O KKE estuda as evoluções na base de critérios de classe, dos interesses da classe trabalhadora e estratos do povo, das obrigações internacionalistas. Ao mesmo tempo o nosso partido desenvolve uma actividade multifacetada com mobilizações militantes, manifestações contra a guerra e intervenções imperialistas, contra o envolvimento da NATO no Egeu.

Organiza iniciativas de solidariedade com os  refugiados, fazendo colectas de alimentos, vestuário, e outros itens essenciais para os refugiados e imigrantes, mobilizando sindicatos, comités de luta e organizações de massas contra as condições de vida miseráveis nos chamados centros de recepção. Tem também um papel destacado a nível internacional, da Europa e dos Balcãs, coordenando PCs de forma a fortalecer a luta contra os monopólios e o capitalismo.

Enquanto os monopólios e o seu poder permanecerem as guerras imperialistas continuarão, e não poderá haver nenhuma via ou solução real de saída disso para os povos. É por isso que a experiência e a conclusão de que uma gestão pró-povo do capitalismo não pode existir, significa que a única via para o povo grego é a luta pelo derrube do poder capitalista.

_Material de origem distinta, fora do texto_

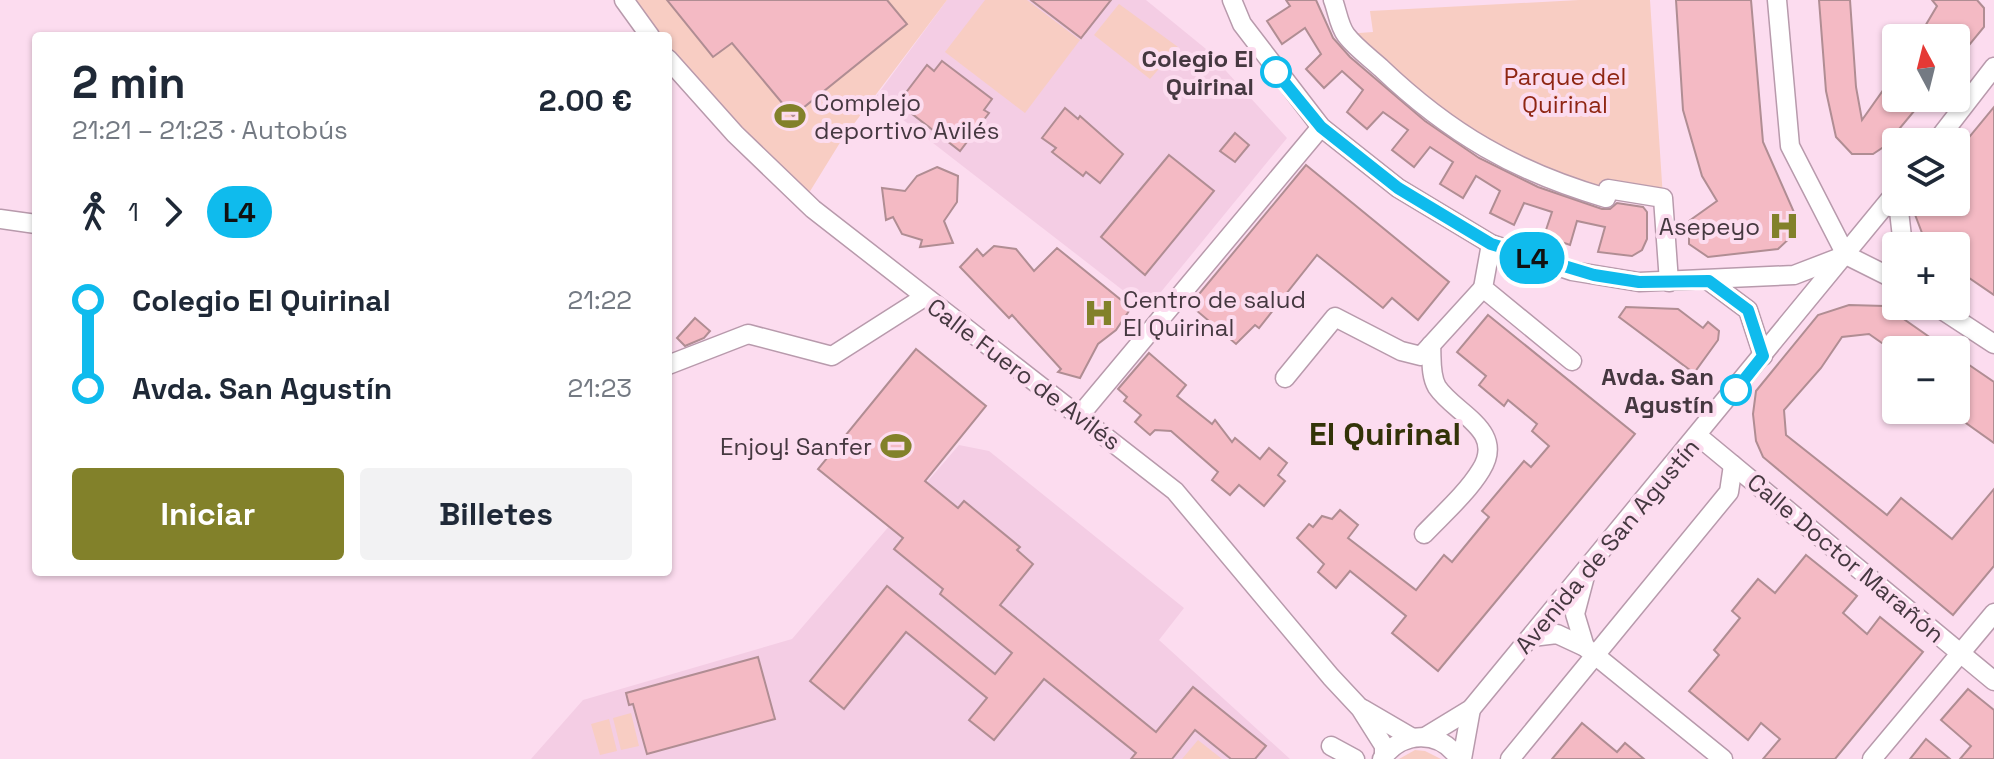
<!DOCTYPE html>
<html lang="es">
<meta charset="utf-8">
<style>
:root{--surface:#fff;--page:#f2f2f3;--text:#1f2937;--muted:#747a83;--accent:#82812a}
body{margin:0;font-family:"Space Grotesk",sans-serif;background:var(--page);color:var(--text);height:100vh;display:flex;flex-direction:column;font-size:30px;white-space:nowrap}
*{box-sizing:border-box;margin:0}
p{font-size:26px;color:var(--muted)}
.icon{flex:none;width:44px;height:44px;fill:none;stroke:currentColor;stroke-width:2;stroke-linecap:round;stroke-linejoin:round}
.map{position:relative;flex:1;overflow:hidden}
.side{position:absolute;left:32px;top:32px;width:640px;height:544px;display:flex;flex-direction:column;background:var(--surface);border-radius:8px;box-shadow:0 2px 6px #0004}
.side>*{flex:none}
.badge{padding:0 16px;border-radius:26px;font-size:28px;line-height:52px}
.needle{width:52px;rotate:353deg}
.fabs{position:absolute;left:1882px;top:24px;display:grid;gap:16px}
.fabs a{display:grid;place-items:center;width:88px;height:88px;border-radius:8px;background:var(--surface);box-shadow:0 2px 6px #0004;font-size:40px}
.map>.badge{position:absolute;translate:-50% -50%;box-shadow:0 0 0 4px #fff}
.legs{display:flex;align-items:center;gap:12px;height:88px;padding:0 40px;font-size:26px}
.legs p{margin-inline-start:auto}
.headline{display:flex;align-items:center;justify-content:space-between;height:136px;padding:0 40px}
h1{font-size:44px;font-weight:700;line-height:60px}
.button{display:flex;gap:16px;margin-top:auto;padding:16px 40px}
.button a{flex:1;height:92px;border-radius:8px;background:var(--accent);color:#fff;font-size:32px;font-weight:700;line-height:92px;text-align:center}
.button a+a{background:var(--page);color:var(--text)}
ul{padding:0 40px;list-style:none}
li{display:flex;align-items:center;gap:28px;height:88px;font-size:30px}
li i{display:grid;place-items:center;width:12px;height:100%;margin:0 10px;background:currentColor}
li i::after{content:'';width:20px;height:20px;margin:-10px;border:6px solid;border-radius:50%;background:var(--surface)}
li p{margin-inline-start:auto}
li:first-child i{background:linear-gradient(#0000 50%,currentColor 0)}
li:last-child i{background:linear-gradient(currentColor 50%,#0000 0)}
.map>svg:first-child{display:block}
</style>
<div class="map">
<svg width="1994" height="759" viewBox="0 0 1994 759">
<rect width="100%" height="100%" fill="#fcdcef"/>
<g fill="#f4cde4">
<path d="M947,0H1146L1206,49L1287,138L1147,309L875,98Z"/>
<path d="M959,445L989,451L1184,608L1159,640L1290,759H531L583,700L792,639Z"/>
</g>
<g fill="#f8cdc3">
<path d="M624,0H947L841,141L804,201L668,59V36H650Z"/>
<path d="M985,0H1027L1080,40L1025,113L945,52Z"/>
<path d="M1579,0H1650L1663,198L1608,189L1502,159L1345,34L1373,32L1370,11Z"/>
<path d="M1119,4L1178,47L1150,79L1094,35Z"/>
<path d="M631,713L639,746L621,750L613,718Z"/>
<path d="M609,719L617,751L600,755L591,724Z"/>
<path d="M1198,740L1222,759H1182Z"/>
<path d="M1415,750L1425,751L1441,759H1399Z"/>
</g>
<g fill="#f4bac4" stroke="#b08d93" stroke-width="2">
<path d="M667,0H887L907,24L793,116L732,43L713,57Z"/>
<path d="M1031,0H1111L1081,38Z"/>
<path d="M1286,0H1316L1333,38L1350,57L1425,121L1479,158L1538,187L1602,209H1610L1617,203L1643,207L1647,212V239L1642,250L1632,256L1598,252L1605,227L1577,221L1570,245L1544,236L1552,212L1524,203L1514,225L1490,213L1500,191L1476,176L1463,198L1440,184L1453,162L1430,147L1414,167L1392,150L1408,130L1383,112L1367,129L1347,112L1363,90L1342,71L1324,88L1306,69L1321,54L1305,28L1282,44L1267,21L1290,6Z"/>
<path d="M1676,0H1751L1763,142L1797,219L1793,235L1778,249L1708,257L1689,244V221L1717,201L1702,176L1683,110Z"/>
<path d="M1819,0H1850L1856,87L1862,120L1896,72V98H1925L1885,146L1873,154H1852L1836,137L1826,91Z"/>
<path d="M1932,0H1977L1984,8V27L1956,61V38H1918L1937,6Z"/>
<path d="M942,61L992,99L984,110L989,113L960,151L898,103L927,65L934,71Z"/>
<path d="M1994,107V295L1956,269V246H1927L1914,212L1921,202H1956V153Z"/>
<path d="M1065,108L1078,119L1080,116L1123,154L1100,183L1086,172L1083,176L1052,152L1056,148L1042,138Z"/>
<path d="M1235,133L1249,145L1235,162L1220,151Z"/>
<path d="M1169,155L1214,191L1145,275L1101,237Z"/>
<path d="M1306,165L1449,282L1418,320L1392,298L1383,308L1317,255L1259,328L1255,325L1236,344L1190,305Z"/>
<path d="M937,167L958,176L957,202L944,221L953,243L920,247L922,240L902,234L893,217L886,220L882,188L905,191L917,176Z"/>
<path d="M994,246L1016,249L1034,271L1057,248L1131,308L1116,330L1098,344L1080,378L1058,372L1061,369L1012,315L1009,318L960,267L977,249L983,256Z"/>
<path d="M1849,305L1885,306L1948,350H1892L1869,334L1842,337L1821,368L1784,410L1786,435L1887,515L1901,498L1952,539L1994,489V566L1953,615L1763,457L1756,441L1753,414L1756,391L1818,315Z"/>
<path d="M1626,307L1678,309L1703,328L1708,322L1719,331L1718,340L1694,373L1619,317Z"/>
<path d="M1488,315L1635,434L1438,671L1392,633L1406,616L1350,571L1336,588L1318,572L1324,564L1297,538L1309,524L1313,527L1322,516L1332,519L1340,510L1358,525L1348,538L1416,590L1444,555L1452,562L1489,517L1482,511L1524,461L1531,467L1549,446L1532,431L1537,424L1508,400L1504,406L1479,385L1486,376L1457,352Z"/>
<path d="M695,318L710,331L704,338L685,346L677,338Z"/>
<path d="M916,349L986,406L925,481L958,508L964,501L1020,547L1017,550L1033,564L1000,605L1156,732L1193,687L1266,746L1255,759H1231L1195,730L1172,759H1131L1136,753L1044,679L994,740L969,720L987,698L906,632L844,709L810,681L887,586L995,674L1012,653L940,594L943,589L894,549L903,538L818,469Z"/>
<path d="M1149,353L1186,385L1177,396L1212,424L1215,420L1232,442L1235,438L1260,459L1269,448L1287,463L1278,475L1285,481L1264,506L1239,485L1230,495L1212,480L1218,472L1171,431L1155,430L1150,435L1135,422L1141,415L1124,401L1127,397L1118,389Z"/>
<path d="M1956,356L1994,382V443L1956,416Z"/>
<path d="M1806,555L1857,596L1843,613L1867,634L1880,617L1923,652L1835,759H1763L1780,739L1761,723L1748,740L1689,691L1719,655L1714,650L1740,618L1732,611L1758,579L1775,593Z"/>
<path d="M758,657L775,719L647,754L633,704L629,705L626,693Z"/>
<path d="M1968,689L1994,710V759H1960L1971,746L1941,720Z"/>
<path d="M1582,723L1617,752L1625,743L1644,759H1552Z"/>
<path d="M1926,739L1950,759H1910Z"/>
</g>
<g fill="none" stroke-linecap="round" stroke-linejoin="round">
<g stroke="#b89aac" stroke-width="21">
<g id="minor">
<path d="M624,0L650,36"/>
<path d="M1232,0L1242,24L1321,127L1398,188L1491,244L1572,271L1639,282L1794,275L1846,255"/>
<path d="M1333,0C1337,10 1339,26 1346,35C1355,47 1370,58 1381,68C1449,133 1516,172 1606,198L1608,189L1663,198L1669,282"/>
<path d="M1777,0L1790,146L1846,255L1896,280"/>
<path d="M668,59L735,134L813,209L1175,491L1331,677L1360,708L1384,746V755"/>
<path d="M1936,142L1994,67"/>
<path d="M1898,202L1903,246"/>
<path d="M0,219L36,224"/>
<path d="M1491,244L1483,288L1572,361"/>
<path d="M1709,281L1748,310L1763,356"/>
<path d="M1936,306L1994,344"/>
<path d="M668,365L748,334L832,356L923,298"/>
<path d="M1285,378L1335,317L1401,351L1421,356L1483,288"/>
<path d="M1080,415L1321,127"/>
<path d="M1698,436L1994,681"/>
<path d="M1424,534C1443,514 1467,493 1481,470C1506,430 1455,414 1437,387C1430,375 1432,359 1431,345"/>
<path d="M1585,576L1575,614L1585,647"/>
<path d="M1532,637L1557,634L1585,647L1723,759"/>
<path d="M1363,709L1411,737"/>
<path d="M1425,737L1471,709L1896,192"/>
<path d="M1331,746L1355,759"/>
<path d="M1382,759C1401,731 1440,729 1459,759"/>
<path d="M1462,759L1471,709"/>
<path d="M1510,759L1729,492L1733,465"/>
<path d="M1872,759L1994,613"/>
</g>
</g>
<use href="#minor" stroke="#fff" stroke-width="18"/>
</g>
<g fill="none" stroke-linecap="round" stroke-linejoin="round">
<g stroke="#fff" stroke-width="18">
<path id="line-1" d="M1276,72L1321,127L1398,188L1491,244L1594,275L1639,282L1709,281L1748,310L1763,356L1736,390"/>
</g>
<use href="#line-1" stroke="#0fbbed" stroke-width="12"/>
</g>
<defs>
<g id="stadium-bare" transform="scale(2.4)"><path d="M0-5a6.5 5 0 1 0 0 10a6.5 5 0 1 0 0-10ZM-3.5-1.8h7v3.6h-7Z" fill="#82812a" stroke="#fcdcef" stroke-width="2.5" paint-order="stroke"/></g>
<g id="hospital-bare" transform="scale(2.4)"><path d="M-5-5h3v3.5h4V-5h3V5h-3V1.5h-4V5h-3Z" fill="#82812a" stroke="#fcdcef" stroke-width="2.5" paint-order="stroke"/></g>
</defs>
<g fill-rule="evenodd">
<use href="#stadium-bare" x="790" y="116"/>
<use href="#hospital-bare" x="1784" y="226"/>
<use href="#hospital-bare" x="1099" y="313"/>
<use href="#stadium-bare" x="896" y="446"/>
</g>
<g fill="#fff" stroke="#0fbbed" stroke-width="4">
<circle cx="1276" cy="72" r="14"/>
<circle cx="1736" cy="390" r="14"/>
</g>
<g text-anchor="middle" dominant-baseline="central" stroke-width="8" stroke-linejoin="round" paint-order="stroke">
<g font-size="24" font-weight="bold" fill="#453840" stroke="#fcdcef" text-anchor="end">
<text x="1254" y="58">Colegio El<tspan x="1254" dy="28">Quirinal</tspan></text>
<text x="1714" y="376">Avda. San<tspan x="1714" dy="28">Agustín</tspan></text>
</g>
<g font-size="24" fill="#8f2613" stroke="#fcdcef">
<text x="1565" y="76">Parque del<tspan x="1565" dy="28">Quirinal</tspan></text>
</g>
<g font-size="24" fill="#453840" stroke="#fcdcef" text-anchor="start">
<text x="814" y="102">Complejo<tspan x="814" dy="28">deportivo Avilés</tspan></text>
<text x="1760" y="226" text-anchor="end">Asepeyo</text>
<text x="1123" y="299">Centro de salud<tspan x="1123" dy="28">El Quirinal</tspan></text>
<text x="872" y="446" text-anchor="end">Enjoy! Sanfer</text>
</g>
<g font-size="24" fill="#453840" stroke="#fcdcef">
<text transform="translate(1024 374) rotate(37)">Calle Fuero de Avilés</text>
<text transform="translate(1607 546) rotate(-50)">Avenida de San Agustín</text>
<text transform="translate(1846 558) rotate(40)">Calle Doctor Marañón</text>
</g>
<g font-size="32" font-weight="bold" fill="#333308" stroke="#fcdcef">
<text x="1385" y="434">El Quirinal</text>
</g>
</g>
</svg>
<div class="fabs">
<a><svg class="needle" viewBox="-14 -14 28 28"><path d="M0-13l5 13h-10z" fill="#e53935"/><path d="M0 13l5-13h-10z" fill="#747a83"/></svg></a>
<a><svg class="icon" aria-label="layers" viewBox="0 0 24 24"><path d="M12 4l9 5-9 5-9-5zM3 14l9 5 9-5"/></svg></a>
<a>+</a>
<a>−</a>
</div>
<b class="badge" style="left:1532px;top:258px;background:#0fbbed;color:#111">L4</b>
<section class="side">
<div class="headline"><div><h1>2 min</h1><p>21:21 – 21:23 · Autobús</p></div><b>2.00 €</b></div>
<div class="legs"><svg class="icon" aria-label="walk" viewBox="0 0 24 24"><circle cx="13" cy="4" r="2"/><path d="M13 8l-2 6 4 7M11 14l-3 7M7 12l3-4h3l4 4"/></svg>1<svg class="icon" aria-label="forward" viewBox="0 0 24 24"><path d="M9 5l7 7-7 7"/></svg><b class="badge" style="background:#0fbbed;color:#111">L4</b></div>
<ul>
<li><i style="color:#0fbbed"></i><b>Colegio El Quirinal</b><p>21:22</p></li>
<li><i style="color:#0fbbed"></i><b>Avda. San Agustín</b><p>21:23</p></li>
</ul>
<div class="button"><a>Iniciar</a><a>Billetes</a></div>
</section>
</div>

O próprio povo de cada país na sua luta pela união dos movimentos dos trabalhadores, pela construção de uma aliança robusta da classe trabalhadora, dos trabalhadores independentes, dos pequenos e médios camponeses, das mulheres e da juventudes dos estratos populares, [derrubará o capitalismo] tomando o poder e a economia nas suas mãos, socializando a riqueza que produz, impondo a separação dos interesses do povo dos da UE e NATO, e de toda a organização imperialista.